TASK TO CARRY OUT:
Please return all lines from the records below that include the string "shadow".

DATASET:
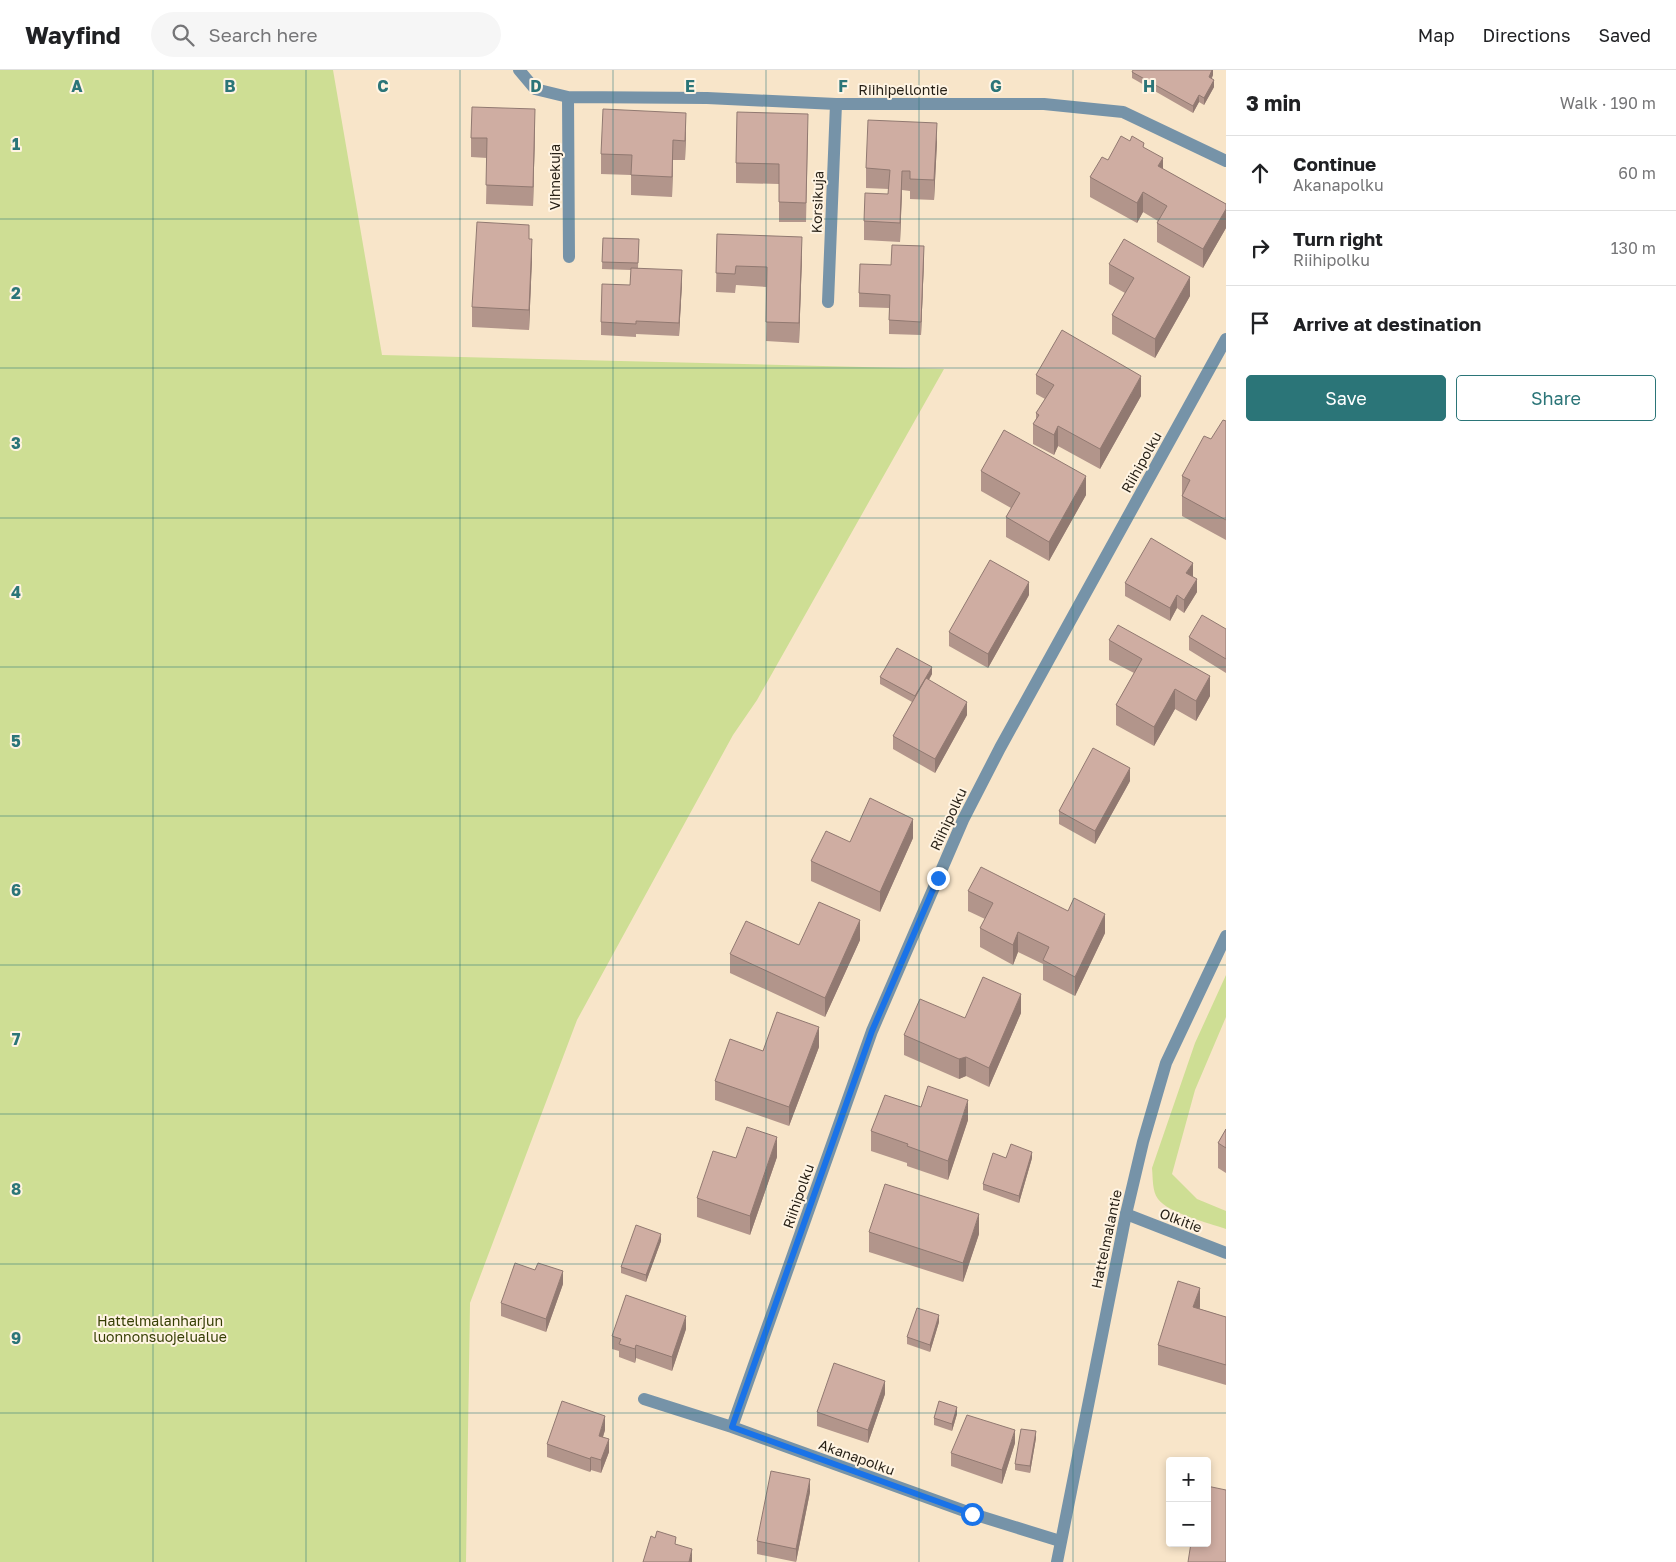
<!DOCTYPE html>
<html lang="en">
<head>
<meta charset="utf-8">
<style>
	body { margin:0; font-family:"Golos Text",sans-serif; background:#f6f6f6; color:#202124 }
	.controls { position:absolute; right:15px; bottom:15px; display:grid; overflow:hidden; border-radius:5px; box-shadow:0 2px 8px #0003 }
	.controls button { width:45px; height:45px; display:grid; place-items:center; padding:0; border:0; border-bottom:1px solid #e0e0e0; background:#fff; color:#202124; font:25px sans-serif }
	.stop { position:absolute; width:15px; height:15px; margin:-11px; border:4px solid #1a73e8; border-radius:50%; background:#fff }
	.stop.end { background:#1a73e8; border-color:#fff; box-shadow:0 1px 5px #0008 }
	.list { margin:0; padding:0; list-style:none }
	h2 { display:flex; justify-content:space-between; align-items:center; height:65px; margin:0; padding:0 20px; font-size:21px }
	h2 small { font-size:16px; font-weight:400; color:#757577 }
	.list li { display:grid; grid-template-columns:32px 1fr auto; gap:15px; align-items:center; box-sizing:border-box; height:75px; padding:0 20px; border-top:1px solid #e0e0e0 }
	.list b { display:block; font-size:19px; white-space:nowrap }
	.list p { margin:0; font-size:16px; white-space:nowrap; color:#757577 }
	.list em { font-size:16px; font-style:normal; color:#757577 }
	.actions { display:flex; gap:10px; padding:15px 20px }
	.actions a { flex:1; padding:11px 0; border:1px solid #2b7578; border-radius:5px; text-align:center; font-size:18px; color:#2b7578 }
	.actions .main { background:#2b7578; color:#fff }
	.icon { flex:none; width:28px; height:28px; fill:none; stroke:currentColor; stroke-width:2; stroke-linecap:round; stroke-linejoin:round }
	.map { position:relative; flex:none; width:1226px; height:1492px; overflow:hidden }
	header { display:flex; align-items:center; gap:30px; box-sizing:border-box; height:70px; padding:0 25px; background:#fff; border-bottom:1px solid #e0e0e0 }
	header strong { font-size:24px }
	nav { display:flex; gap:28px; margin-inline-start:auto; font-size:18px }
	.search { width:350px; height:45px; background:#f6f6f6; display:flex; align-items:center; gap:12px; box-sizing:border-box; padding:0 18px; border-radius:28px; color:#757577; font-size:19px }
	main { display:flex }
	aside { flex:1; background:#fff }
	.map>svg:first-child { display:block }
</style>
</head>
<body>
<header>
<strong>Wayfind</strong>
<div class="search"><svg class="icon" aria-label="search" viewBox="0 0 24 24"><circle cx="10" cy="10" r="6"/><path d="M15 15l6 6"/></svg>Search here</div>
<nav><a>Map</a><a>Directions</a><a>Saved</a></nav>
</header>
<main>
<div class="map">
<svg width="1226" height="1492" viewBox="0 0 1226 1492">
	<rect width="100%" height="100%" fill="#f8e5c9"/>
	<!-- green -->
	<path fill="#cede94" d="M 0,0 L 333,0 L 382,285 L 944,299 L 757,630 L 733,665 L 577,950 L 470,1233 L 466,1492 L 0,1492 Z
		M 1226,905 L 1226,947 L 1195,1020 L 1172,1104 L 1197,1129 L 1226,1141 L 1226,1159 C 1209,1153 1168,1143 1158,1129 C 1152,1121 1153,1108 1152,1098 L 1195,973 Z"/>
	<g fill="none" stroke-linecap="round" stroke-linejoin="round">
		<!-- minor -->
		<path stroke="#7693a8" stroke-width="12" d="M 519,0 L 535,19 L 568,27 L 707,28 L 836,34 L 1044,34 L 1123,42 L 1226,91
			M 568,27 L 569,187
			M 828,232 L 836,34
			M 1126,1144 L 1226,1183
			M 644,1329 L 732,1357 L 973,1444 L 1060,1471
			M 732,1357 L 872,961 L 963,750 L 1000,678 L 1226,269"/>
		<!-- tertiary -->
		<path stroke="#7693a8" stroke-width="12" d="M 1057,1492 L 1126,1144 L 1143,1072 L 1166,993 L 1226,866"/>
	</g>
	<!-- wall -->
	<path fill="#b2958b" d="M 1213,0 L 1213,5 L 1212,8 L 1214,17 L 1204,35 L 1199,32 L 1193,43 L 1132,8 L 1132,2 Z
		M 535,59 L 533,136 L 486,134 L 487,88 L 471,87 L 471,68 Z
		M 686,62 L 685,90 L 673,90 L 672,127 L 631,125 L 631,105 L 601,104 L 601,84 Z
		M 808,63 L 806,152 L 779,152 L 779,114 L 736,113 L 736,93 Z
		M 937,72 L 934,130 L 910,129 L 910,121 L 902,120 L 900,172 L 864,170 L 864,151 L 888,124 L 889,119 L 866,118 L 866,98 Z
		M 1144,78 L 1163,99 L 1226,134 L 1226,158 L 1203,198 L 1157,172 L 1157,153 L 1158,151 L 1143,142 L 1137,153 L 1090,127 L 1090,107 L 1108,90 Z
		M 717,164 L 802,186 L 799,273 L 766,271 L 767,217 L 736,215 L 735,223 L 716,222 Z
		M 603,168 L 639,169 L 638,198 L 682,213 L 679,266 L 636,264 L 636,267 L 601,265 L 601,252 L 630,215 L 631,200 L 602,199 Z
		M 529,169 L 532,188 L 529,260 L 472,257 L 472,237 Z
		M 924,189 L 921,265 L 889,264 L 889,238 L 859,237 L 859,223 L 891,195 Z
		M 1109,194 L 1190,226 L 1155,288 L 1112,264 L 1112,245 L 1125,223 L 1109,214 Z
		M 1036,305 L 1141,326 L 1100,399 L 1058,376 L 1054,385 L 1033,374 L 1033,354 L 1036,349 L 1036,343 L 1045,329 L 1036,324 Z
		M 1226,351 L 1226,470 L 1182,446 L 1182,406 Z
		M 981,401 L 1086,425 L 1049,491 L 1006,467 L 1006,447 L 1011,438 L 981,421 Z
		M 1193,506 L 1193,507 L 1197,522 L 1184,543 L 1177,538 L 1170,551 L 1125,526 L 1125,513 Z
		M 1029,525 L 988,598 L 949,576 L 949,562 Z
		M 1226,559 L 1226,603 L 1189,580 L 1189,567 Z
		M 1109,570 L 1210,626 L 1196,651 L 1175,639 L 1154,676 L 1116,655 L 1116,635 L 1134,603 L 1109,590 Z
		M 932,604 L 929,610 L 967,645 L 935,703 L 893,679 L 893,666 L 912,632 L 880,614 L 880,607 Z
		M 1130,711 L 1095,774 L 1059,754 L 1059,741 Z
		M 913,768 L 880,842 L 811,811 L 811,791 L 850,772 Z
		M 968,821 L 1105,863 L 1075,926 L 1043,910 L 1043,894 L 1018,882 L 1013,895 L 980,877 L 980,858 L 985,849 L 968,841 Z
		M 860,870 L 825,947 L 730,903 L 730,884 L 799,875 Z
		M 1021,943 L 989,1017 L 966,1006 L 959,1009 L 904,985 L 904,965 L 965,948 Z
		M 819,977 L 789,1056 L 715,1030 L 715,1011 Z
		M 921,1037 L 968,1050 L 948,1110 L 907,1096 L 907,1093 L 871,1081 L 871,1061 Z
		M 1226,1059 L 1226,1103 L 1218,1098 L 1218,1073 Z
		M 777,1087 L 750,1165 L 697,1147 L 697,1128 L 736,1088 Z
		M 1032,1088 L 1019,1133 L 983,1120 L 983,1114 Z
		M 869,1162 L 979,1164 L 963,1212 L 869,1182 Z
		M 661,1171 L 646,1212 L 621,1203 L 621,1197 Z
		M 535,1200 L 563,1214 L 546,1262 L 501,1246 L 501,1233 Z
		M 1200,1237 L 1200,1239 L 1226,1247 L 1226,1315 L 1158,1295 L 1158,1275 Z
		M 939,1252 L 930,1282 L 907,1274 L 907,1267 Z
		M 686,1259 L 672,1301 L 636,1288 L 635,1293 L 619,1287 L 619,1281 L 612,1279 L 612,1266 Z
		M 885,1324 L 868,1373 L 817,1356 L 817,1342 Z
		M 957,1344 L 952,1361 L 934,1355 L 934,1348 Z
		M 605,1360 L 603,1367 L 609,1382 L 601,1403 L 591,1400 L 590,1402 L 547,1387 L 547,1374 Z
		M 1036,1368 L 1030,1403 L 1015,1400 L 1015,1394 Z
		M 1015,1373 L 1002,1414 L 951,1396 L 951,1383 Z
		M 810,1422 L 796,1492 L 757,1484 L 757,1471 Z"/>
	<!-- shaded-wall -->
	<path fill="#917971" d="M 1212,0 L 1213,0 L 1213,5 L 1209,13 L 1209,7 Z
		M 1214,10 L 1214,17 L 1204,35 L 1204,28 Z
		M 1199,25 L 1199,32 L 1193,43 L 1193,36 Z
		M 535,39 L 535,59 L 533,136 L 533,117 Z
		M 686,43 L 686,62 L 685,90 L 685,71 Z
		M 937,53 L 937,72 L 934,130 L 934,110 Z
		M 673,70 L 673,90 L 672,127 L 672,107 Z
		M 1163,88 L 1163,108 L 1158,96 Z
		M 902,101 L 902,120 L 900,172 L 900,153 Z
		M 1143,122 L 1143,142 L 1137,153 L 1137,133 Z
		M 1226,139 L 1226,158 L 1203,198 L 1203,179 Z
		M 802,167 L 802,186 L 799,273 L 799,253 Z
		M 532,169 L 532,188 L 529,260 L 529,240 Z
		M 924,176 L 924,189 L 921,265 L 921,252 Z
		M 682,200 L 682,213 L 679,266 L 679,253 Z
		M 1190,207 L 1190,226 L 1155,288 L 1155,269 Z
		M 1141,306 L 1141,326 L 1100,399 L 1100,379 Z
		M 1058,356 L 1058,376 L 1054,385 L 1054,365 Z
		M 1086,406 L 1086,425 L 1049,491 L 1049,472 Z
		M 1193,493 L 1193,506 L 1186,516 L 1186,503 Z
		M 1197,509 L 1197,522 L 1184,543 L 1184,530 Z
		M 1029,512 L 1029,525 L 988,598 L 988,584 Z
		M 1177,525 L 1177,538 L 1170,551 L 1170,538 Z
		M 932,597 L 932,604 L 915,633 L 915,626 Z
		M 1210,606 L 1210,626 L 1196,651 L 1196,631 Z
		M 1175,619 L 1175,639 L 1154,676 L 1154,657 Z
		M 967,632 L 967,645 L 935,703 L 935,689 Z
		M 1130,698 L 1130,711 L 1095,774 L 1095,761 Z
		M 913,749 L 913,768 L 880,842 L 880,822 Z
		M 1105,844 L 1105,863 L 1075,926 L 1075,907 Z
		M 860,850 L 860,870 L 825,947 L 825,928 Z
		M 1018,862 L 1018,882 L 1013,895 L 1013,875 Z
		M 1021,924 L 1021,943 L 989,1017 L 989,998 Z
		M 819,957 L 819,977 L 789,1056 L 789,1037 Z
		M 966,987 L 966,1006 L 959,1009 L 959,989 Z
		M 968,1030 L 968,1050 L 948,1110 L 948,1091 Z
		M 777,1067 L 777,1087 L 750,1165 L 750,1146 Z
		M 1032,1082 L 1032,1088 L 1019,1133 L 1019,1126 Z
		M 979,1144 L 979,1164 L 963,1212 L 963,1193 Z
		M 661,1164 L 661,1171 L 646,1212 L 646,1205 Z
		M 563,1201 L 563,1214 L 546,1262 L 546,1249 Z
		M 1200,1218 L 1200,1237 L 1193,1256 L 1193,1237 Z
		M 939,1245 L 939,1252 L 930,1282 L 930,1275 Z
		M 686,1246 L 686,1259 L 672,1301 L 672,1287 Z
		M 636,1275 L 636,1288 L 635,1293 L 635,1279 Z
		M 885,1311 L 885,1324 L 868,1373 L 868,1360 Z
		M 957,1337 L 957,1344 L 952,1361 L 952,1354 Z
		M 605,1346 L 605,1360 L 599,1379 L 599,1366 Z
		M 1015,1360 L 1015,1373 L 1002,1414 L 1002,1400 Z
		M 1036,1361 L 1036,1368 L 1030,1403 L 1030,1396 Z
		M 609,1369 L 609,1382 L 601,1403 L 601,1390 Z
		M 591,1387 L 591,1400 L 590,1402 L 590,1389 Z
		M 810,1409 L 810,1422 L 796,1492 L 796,1479 Z
		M 692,1479 L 692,1492 L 689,1492 Z"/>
	<!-- building -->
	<path fill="#cfada2" stroke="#917971" d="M 1133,0 L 1212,0 L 1209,7 L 1214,10 L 1204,28 L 1199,25 L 1193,36 L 1132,2 Z
		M 472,37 L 535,39 L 533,117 L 486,115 L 487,68 L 471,68 Z
		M 603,39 L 686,43 L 685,71 L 673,70 L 672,107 L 631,105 L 632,85 L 601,84 Z
		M 737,42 L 808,44 L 806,133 L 779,132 L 779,94 L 736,93 Z
		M 868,50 L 937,53 L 934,110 L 910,109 L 910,101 L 902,101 L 900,153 L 864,151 L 865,123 L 888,124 L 890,100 L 866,98 Z
		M 1121,66 L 1130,71 L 1132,66 L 1144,73 L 1143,77 L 1163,88 L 1158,96 L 1226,134 L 1226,139 L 1203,179 L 1157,153 L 1167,136 L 1143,122 L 1137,133 L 1090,107 L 1102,87 L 1108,90 Z
		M 477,152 L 529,155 L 529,169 L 532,169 L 529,240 L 472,237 Z
		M 717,164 L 802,167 L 799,253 L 766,252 L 767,197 L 736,196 L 735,204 L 716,203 Z
		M 603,168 L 639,169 L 638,193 L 602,192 Z
		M 1124,169 L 1190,207 L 1155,269 L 1112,245 L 1134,208 L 1109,194 Z
		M 892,175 L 924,176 L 921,252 L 889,250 L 890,225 L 859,223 L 860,194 L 891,195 Z
		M 631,198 L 682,200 L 679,253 L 636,251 L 636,254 L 601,252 L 602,214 L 630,215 Z
		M 1062,260 L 1141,306 L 1100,379 L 1058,356 L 1054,365 L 1033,354 L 1039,345 L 1036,343 L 1054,315 L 1036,305 Z
		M 1223,350 L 1226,351 L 1226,450 L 1182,426 L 1190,410 L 1182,406 L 1204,366 L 1211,369 Z
		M 1004,360 L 1086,406 L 1049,472 L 1006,447 L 1020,423 L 981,401 Z
		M 1151,468 L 1193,493 L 1186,503 L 1197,509 L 1184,530 L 1177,525 L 1170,538 L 1125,513 Z
		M 990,490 L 1029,512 L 988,584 L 949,562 Z
		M 1202,545 L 1226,559 L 1226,589 L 1189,567 Z
		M 1118,555 L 1210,606 L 1196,631 L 1175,619 L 1154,657 L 1116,635 L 1142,589 L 1109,570 Z
		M 897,578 L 932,597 L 915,626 L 880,607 Z
		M 926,608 L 967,632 L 935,689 L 893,666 Z
		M 1093,678 L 1130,698 L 1095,761 L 1059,741 Z
		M 870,728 L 913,749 L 880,822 L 811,791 L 826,761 L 850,772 Z
		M 981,797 L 1068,841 L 1074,828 L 1105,844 L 1075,907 L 1043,890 L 1049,877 L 1018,862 L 1013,875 L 980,858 L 993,833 L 968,821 Z
		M 819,832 L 860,850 L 825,928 L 730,884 L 746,851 L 799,875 Z
		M 983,907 L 1021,924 L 989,998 L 966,987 L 959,989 L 904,965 L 920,929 L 965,948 Z
		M 777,942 L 819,957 L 789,1037 L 715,1011 L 730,969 L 763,981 Z
		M 928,1016 L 968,1030 L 948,1091 L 907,1076 L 908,1074 L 871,1061 L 885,1025 L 921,1037 Z
		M 747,1057 L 777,1067 L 750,1146 L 697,1128 L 713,1081 L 736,1088 Z
		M 1226,1059 L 1226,1078 L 1218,1073 Z
		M 1011,1074 L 1032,1082 L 1019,1126 L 983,1114 L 993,1083 L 1006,1088 Z
		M 885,1114 L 979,1144 L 963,1193 L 869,1162 Z
		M 636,1155 L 661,1164 L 646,1205 L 621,1197 Z
		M 515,1193 L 535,1200 L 538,1193 L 563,1201 L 546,1249 L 501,1233 Z
		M 1178,1211 L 1200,1218 L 1193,1237 L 1226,1247 L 1226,1295 L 1158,1275 Z
		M 626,1225 L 686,1246 L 672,1287 L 636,1275 L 635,1279 L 619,1274 L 621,1269 L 612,1266 Z
		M 917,1238 L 939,1245 L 930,1275 L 907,1267 Z
		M 834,1293 L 885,1311 L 868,1360 L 817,1342 Z
		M 562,1331 L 605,1346 L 599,1366 L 609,1369 L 601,1390 L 591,1387 L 590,1389 L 547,1374 Z
		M 939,1331 L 957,1337 L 952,1354 L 934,1348 Z
		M 967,1345 L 1015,1360 L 1002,1400 L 951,1383 Z
		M 1021,1359 L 1036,1361 L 1030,1396 L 1015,1394 Z
		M 771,1401 L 810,1409 L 796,1479 L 757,1471 Z
		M 1207,1416 L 1226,1420 L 1226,1492 L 1188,1492 L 1191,1473 L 1207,1473 Z
		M 657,1461 L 676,1467 L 675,1474 L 692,1479 L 689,1492 L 643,1492 L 651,1466 L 655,1468 Z"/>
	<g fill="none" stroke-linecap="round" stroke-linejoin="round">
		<!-- route -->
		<path stroke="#1a73e8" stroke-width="6" d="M 938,808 L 872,961 L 732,1357 L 972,1444"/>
	</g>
	<!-- grid -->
	<path fill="none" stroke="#2b7578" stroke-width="1" stroke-opacity="0.55" d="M 153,0 L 153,1492M 306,0 L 306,1492M 460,0 L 460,1492M 613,0 L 613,1492M 766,0 L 766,1492M 919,0 L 919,1492M 1073,0 L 1073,1492M 0,149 L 1226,149M 0,298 L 1226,298M 0,448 L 1226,448M 0,597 L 1226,597M 0,746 L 1226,746M 0,895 L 1226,895M 0,1044 L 1226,1044M 0,1194 L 1226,1194M 0,1343 L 1226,1343"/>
	<g text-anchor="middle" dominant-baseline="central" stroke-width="4" stroke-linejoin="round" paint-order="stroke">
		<!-- street labels -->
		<g font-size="14" fill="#261f15" stroke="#fff4e3">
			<text x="903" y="19">Riihipellontie</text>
			<text transform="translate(554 107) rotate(-90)">Vihnekuja</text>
			<text transform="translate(817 132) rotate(-88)">Korsikuja</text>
			<text transform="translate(1141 392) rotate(-61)">Riihipolku</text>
			<text transform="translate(948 749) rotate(-65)">Riihipolku</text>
			<text transform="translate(798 1126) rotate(-71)">Riihipolku</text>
			<text transform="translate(1181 1150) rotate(21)">Olkitie</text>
			<text transform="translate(1106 1169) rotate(-78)">Hattelmalantie</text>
			<text transform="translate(857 1387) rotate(20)">Akanapolku</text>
		</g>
		<!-- park labels -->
		<g font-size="14" fill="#353e03" stroke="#fff4e3">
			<text x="160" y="1250">Hattelmalanharjun<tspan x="160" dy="16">luonnonsuojelualue</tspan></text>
		</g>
	</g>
	<g font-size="16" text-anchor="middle" font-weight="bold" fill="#2b7578" stroke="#fff4e3" stroke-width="4" stroke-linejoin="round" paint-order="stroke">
		<text x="77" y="22">A</text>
		<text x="230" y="22">B</text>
		<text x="383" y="22">C</text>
		<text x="536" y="22">D</text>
		<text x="690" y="22">E</text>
		<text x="843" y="22">F</text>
		<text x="996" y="22">G</text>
		<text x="1149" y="22">H</text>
		<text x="16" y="80">1</text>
		<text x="16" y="229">2</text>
		<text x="16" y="379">3</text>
		<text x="16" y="528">4</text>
		<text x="16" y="677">5</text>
		<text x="16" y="826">6</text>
		<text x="16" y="975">7</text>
		<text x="16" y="1125">8</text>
		<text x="16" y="1274">9</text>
	</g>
</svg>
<div class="controls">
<button>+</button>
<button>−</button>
</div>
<div class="stop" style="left:972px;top:1444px"></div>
<div class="stop end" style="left:938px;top:808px"></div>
</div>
<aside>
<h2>3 min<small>Walk · 190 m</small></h2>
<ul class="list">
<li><svg class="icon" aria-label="ahead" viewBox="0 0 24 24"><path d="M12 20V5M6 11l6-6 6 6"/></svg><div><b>Continue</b><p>Akanapolku</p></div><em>60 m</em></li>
<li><svg class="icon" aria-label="right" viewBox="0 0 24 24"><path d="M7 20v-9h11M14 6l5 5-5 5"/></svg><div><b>Turn right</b><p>Riihipolku</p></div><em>130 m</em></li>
<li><svg class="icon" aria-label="arrive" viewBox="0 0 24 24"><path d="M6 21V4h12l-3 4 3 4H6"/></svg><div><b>Arrive at destination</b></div></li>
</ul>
<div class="actions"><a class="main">Save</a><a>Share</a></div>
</aside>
</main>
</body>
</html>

COMPLETED TASK:
	.controls { position:absolute; right:15px; bottom:15px; display:grid; overflow:hidden; border-radius:5px; box-shadow:0 2px 8px #0003 }
	.stop.end { background:#1a73e8; border-color:#fff; box-shadow:0 1px 5px #0008 }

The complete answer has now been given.